Alvarez professes the power of poetry

Urges ninth graders to write from the soul and "become the channel that feeds the souls of others."

By
Patrick Garrity
September 24, 2020

Award-winning poet Julia Alvarez met via webinar with Exeter ninth-graders who are studying her collection of poems The Woman I Kept to Myself.

Julia Alvarez writes to understand, to make meaning of her own life; a very personal coping mechanism whose magnificent byproduct she generously shares with the rest of us.

The award-winning poet returned to Exeter — this time virtually — on Wednesday to talk about writing and the roles it plays in her life and in society. Alvarez’s online discussion with Academy ninth graders studying her collection The Woman I Kept to Myself offered an hour of inspiration and connection for 200 teenagers learning remotely around the globe.

“Poetry and stories have always been about being together apart,” Alvarez said. “A poem written in the 14th century can touch you in more intimate and profound ways than maybe even someone you’re really close to.”

Alvarez was last on campus in 2018 for a reading as part of the Class of 1945 Library’s Lamont Poetry Series. Speaking this time via webinar from her Vermont home gave her “pangs” of regret, she said, but she encouraged her listeners to fill the solitude caused by the pandemic by writing.

“We’re living in a deeply mythic moment right now, don’t let it be lost on you,” she said. “Even if it’s a simple journal, keep tabs of what’s going on.

“A poem you write can reveal more about your soul than you would even dare to share with somebody or that, sometimes, you didn’t even know you felt that way, until you write it down.”

Before diving into some of the 75 poems that comprise The Woman I Kept to Myself, Alvarez read her latest work, a poem she wrote for the anthology Together in a Sudden Strangeness; American Poets Respond to the Pandemic. “How Will This Pandemic Affect Poetry” leads the 200-plus page collection.

“Will the lines be six feet apart?/Will these hexameters be heroic, like Homer’s?/Will each word have to be masked?/ … Will poems be the only safe spaces where we can be together?”

Alvarez said she trusts the power of poetry to overcome. “Something in literature, in stories, in poetry will be our protection, will be our vaccine,” she said. “Poems connect us in deeply profound ways as a human family and remind us of the things we mustn’t forget.”

Alvarez recited several poems from the collection the ninth graders are studying in English this term.

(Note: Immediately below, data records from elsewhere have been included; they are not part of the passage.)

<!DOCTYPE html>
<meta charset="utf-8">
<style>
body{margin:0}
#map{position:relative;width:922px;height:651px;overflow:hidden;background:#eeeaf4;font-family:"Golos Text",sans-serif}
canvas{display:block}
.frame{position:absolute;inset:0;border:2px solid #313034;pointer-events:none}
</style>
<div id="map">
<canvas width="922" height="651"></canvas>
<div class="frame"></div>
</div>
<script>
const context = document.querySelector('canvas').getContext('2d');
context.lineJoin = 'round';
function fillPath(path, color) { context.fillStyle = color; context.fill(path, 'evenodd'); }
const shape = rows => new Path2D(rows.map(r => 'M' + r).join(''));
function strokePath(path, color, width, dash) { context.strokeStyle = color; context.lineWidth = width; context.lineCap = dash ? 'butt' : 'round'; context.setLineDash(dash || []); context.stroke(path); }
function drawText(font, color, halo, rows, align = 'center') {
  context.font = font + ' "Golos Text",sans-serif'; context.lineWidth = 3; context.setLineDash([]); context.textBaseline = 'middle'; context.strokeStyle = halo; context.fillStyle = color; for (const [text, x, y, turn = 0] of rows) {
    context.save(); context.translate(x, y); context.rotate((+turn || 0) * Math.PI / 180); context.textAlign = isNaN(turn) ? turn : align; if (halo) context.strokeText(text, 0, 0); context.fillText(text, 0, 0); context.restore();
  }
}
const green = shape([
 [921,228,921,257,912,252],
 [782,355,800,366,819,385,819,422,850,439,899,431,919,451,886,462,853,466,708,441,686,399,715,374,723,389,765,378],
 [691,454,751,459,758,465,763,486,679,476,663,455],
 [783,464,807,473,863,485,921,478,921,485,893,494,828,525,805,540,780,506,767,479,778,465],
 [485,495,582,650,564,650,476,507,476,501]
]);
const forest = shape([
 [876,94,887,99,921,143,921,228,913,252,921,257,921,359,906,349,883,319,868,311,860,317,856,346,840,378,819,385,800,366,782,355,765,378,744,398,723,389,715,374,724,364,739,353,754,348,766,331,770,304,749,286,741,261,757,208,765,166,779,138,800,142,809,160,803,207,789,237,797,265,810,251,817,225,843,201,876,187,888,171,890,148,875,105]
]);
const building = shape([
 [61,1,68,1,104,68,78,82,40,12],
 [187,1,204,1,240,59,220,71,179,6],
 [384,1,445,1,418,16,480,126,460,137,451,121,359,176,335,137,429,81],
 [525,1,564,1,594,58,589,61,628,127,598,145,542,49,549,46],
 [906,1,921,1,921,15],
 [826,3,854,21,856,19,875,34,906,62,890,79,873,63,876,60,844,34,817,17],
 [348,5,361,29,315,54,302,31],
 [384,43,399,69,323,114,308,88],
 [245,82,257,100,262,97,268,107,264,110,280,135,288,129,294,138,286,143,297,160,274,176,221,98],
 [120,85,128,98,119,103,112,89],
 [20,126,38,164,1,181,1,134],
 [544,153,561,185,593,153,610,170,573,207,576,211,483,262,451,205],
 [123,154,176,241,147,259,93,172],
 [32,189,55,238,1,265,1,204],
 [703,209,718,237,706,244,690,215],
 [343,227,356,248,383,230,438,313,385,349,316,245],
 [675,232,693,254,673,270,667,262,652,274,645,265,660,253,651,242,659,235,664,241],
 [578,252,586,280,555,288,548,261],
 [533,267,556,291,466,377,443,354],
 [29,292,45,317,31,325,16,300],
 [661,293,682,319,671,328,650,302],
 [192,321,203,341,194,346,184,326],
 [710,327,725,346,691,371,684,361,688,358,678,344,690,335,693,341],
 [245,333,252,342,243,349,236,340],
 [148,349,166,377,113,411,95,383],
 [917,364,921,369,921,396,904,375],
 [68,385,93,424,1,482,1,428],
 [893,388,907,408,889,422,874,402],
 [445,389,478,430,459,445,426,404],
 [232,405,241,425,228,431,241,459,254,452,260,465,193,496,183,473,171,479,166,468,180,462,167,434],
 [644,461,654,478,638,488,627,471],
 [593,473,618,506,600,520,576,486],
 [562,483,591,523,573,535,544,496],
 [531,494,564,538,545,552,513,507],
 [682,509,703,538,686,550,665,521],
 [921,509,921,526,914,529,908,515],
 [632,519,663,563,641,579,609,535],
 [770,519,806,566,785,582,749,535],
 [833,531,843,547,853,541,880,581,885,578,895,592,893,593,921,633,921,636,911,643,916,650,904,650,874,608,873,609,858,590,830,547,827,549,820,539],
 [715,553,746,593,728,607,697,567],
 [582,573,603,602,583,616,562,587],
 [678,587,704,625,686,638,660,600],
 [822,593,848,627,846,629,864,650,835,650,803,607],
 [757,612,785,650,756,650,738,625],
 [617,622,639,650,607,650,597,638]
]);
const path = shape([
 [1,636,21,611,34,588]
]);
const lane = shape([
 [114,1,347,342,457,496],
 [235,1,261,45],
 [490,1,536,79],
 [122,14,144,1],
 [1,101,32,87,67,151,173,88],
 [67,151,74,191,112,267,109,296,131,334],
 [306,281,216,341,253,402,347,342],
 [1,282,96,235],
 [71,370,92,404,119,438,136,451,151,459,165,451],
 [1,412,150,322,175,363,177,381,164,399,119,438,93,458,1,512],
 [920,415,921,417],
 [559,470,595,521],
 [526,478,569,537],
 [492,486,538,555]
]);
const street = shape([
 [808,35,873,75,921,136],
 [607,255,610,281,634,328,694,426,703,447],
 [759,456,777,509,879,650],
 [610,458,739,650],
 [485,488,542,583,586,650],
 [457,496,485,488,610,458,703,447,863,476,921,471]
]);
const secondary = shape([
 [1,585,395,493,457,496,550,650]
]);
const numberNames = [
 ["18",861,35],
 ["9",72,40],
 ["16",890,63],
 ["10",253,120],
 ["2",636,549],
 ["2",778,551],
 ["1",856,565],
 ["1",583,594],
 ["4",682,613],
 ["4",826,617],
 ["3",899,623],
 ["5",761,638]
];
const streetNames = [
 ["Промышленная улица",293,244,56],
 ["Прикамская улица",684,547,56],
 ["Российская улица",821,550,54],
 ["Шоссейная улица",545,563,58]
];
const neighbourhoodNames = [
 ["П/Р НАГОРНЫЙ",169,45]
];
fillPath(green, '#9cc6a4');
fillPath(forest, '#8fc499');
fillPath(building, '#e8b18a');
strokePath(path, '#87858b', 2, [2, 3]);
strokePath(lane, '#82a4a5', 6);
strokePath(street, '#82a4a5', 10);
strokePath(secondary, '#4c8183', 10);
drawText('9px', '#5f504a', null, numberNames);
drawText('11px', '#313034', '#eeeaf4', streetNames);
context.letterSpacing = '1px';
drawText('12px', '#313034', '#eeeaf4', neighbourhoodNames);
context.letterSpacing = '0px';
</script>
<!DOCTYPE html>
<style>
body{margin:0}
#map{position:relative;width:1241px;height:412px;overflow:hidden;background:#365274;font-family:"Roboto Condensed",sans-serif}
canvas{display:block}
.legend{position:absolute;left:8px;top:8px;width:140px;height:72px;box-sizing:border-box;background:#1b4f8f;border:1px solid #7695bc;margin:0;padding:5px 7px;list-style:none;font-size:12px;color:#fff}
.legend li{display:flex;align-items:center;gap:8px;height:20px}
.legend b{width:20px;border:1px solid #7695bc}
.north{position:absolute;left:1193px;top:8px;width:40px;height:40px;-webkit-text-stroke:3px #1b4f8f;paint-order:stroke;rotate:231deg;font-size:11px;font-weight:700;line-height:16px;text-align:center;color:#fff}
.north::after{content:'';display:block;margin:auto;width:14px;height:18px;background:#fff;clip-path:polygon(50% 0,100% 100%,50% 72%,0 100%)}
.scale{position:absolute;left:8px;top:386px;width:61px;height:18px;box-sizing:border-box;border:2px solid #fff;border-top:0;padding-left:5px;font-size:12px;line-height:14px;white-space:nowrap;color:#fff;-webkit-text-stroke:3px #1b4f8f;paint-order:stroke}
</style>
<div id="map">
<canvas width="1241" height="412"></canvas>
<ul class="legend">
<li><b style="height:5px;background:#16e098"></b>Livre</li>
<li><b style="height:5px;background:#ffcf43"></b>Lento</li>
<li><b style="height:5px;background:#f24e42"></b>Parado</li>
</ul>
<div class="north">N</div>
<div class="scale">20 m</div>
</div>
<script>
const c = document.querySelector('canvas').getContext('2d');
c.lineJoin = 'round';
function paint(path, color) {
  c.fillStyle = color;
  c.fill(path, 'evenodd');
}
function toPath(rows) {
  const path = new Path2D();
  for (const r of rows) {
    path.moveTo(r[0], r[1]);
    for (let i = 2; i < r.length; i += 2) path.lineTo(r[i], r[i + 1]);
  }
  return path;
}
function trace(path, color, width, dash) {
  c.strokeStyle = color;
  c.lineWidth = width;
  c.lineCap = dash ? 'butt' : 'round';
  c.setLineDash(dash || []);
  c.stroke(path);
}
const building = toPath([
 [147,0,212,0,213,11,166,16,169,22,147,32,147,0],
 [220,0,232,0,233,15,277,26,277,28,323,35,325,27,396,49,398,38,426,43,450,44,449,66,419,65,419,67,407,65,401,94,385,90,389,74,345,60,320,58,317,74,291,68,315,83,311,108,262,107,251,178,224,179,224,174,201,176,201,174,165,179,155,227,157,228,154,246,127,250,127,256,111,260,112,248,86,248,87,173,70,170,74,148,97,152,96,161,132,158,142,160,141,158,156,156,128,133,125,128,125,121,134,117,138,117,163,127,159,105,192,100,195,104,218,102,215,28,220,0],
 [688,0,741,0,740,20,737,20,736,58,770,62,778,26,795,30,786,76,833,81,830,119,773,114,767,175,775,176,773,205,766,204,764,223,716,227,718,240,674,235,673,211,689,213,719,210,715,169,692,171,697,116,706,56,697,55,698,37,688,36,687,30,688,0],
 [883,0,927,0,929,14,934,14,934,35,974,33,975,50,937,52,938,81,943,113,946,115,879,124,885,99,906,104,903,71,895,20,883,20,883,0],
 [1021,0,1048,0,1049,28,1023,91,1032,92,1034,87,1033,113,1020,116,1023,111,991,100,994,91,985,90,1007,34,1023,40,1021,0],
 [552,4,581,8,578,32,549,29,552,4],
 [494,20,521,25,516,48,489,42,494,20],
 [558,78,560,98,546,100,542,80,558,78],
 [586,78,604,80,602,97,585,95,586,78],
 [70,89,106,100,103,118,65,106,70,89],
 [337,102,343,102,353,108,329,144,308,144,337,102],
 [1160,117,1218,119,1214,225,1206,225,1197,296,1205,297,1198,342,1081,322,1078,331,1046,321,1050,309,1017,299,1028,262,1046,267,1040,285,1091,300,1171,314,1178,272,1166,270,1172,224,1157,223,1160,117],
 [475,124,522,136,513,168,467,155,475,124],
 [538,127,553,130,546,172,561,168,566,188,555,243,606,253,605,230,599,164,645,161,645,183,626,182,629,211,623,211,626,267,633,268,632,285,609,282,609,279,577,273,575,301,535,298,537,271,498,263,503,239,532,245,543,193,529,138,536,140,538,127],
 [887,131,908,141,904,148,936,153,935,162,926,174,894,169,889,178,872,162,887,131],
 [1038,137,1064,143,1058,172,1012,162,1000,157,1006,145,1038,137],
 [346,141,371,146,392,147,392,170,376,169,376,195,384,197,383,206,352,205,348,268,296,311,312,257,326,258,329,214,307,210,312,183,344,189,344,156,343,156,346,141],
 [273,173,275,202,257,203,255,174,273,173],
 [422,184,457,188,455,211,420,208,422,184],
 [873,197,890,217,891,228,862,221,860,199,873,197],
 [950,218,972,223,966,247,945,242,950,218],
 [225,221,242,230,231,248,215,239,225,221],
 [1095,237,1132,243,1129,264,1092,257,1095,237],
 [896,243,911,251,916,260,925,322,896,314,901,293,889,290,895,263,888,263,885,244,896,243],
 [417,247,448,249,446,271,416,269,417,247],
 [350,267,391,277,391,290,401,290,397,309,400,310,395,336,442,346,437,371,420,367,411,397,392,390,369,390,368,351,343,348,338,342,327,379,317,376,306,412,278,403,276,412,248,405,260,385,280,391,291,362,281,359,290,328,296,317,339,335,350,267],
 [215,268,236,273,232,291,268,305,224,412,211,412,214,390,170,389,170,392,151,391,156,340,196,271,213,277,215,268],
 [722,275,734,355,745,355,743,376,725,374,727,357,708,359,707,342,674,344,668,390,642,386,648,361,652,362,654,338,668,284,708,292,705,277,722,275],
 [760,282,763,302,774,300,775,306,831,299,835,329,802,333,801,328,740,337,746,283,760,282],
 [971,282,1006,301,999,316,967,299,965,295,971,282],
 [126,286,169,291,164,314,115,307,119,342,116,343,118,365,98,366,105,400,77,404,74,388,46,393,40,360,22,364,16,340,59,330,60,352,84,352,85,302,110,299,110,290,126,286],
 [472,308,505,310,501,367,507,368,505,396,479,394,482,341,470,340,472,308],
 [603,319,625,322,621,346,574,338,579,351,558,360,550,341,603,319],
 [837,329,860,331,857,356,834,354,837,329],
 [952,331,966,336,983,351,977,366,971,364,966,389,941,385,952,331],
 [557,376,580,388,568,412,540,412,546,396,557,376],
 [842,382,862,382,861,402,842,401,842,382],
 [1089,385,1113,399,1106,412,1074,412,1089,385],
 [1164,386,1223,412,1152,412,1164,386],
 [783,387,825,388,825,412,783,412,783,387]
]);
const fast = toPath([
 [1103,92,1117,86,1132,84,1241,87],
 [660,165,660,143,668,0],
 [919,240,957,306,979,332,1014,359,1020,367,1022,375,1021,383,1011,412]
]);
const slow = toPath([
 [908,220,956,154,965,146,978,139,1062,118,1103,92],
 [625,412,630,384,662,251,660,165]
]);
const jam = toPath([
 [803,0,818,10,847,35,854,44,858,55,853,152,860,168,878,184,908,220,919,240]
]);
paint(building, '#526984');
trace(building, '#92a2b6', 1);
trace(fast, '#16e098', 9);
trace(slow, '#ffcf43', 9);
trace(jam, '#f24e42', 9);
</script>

She calls The Woman I Kept to Myself a memoir, of sorts, looking at her life not necessarily as a chronology or a narrative but rather like what Wordsworth called “little spots of time.” Alvarez’s work is shaped by the language and influences of two cultures: those of the Dominican Republic of her youth and the America of her teenage years and adulthood. Those dueling influences often collide in poems with titles like “Spic” and “All-American Girl.”

“The poems are often about these little quandaries or questions — in Spanish we have a beautiful word: inquietudes,” she said. “I call them a pebble in my shoe. Something that I keep going over and over, musing about, something that hurts or worries me, a little knot that the poem tries to untie. Not through resolution or answers, but through understanding the question.”

The students then posed questions about her poems and her process. One girl asked for advice for young writers trying to write about and represent their Latina culture. Alvarez recalled an English teacher of hers who declared that one would never be able to write good poetry in their second language.

“I thought I will never belong on the shelf of American literature,” she said. “I have seen in my own lifetime the boundaries be crossed and the borders be crossed. Those of us from ethnic cultures, writers of color, are infusing American literature with new energy, new stories. Expanding the canon — in fact, exploding the canon.”

Alvarez urged the students to “write of the things that are true to you, that feed your soul, and you become the channel that feeds the souls of others. If you try to build somewhere else, the well won’t go deep where the water is.”

Stay true to yourself, she said, and the poetry will flow.

“You don’t have to try. It’s like trying to make your fingerprint your fingerprint; it will be only you. … This is who you are, it’s that deep well, that person you keep to yourself that you put down on paper. And that will enrich us all, because only you can tell that story.”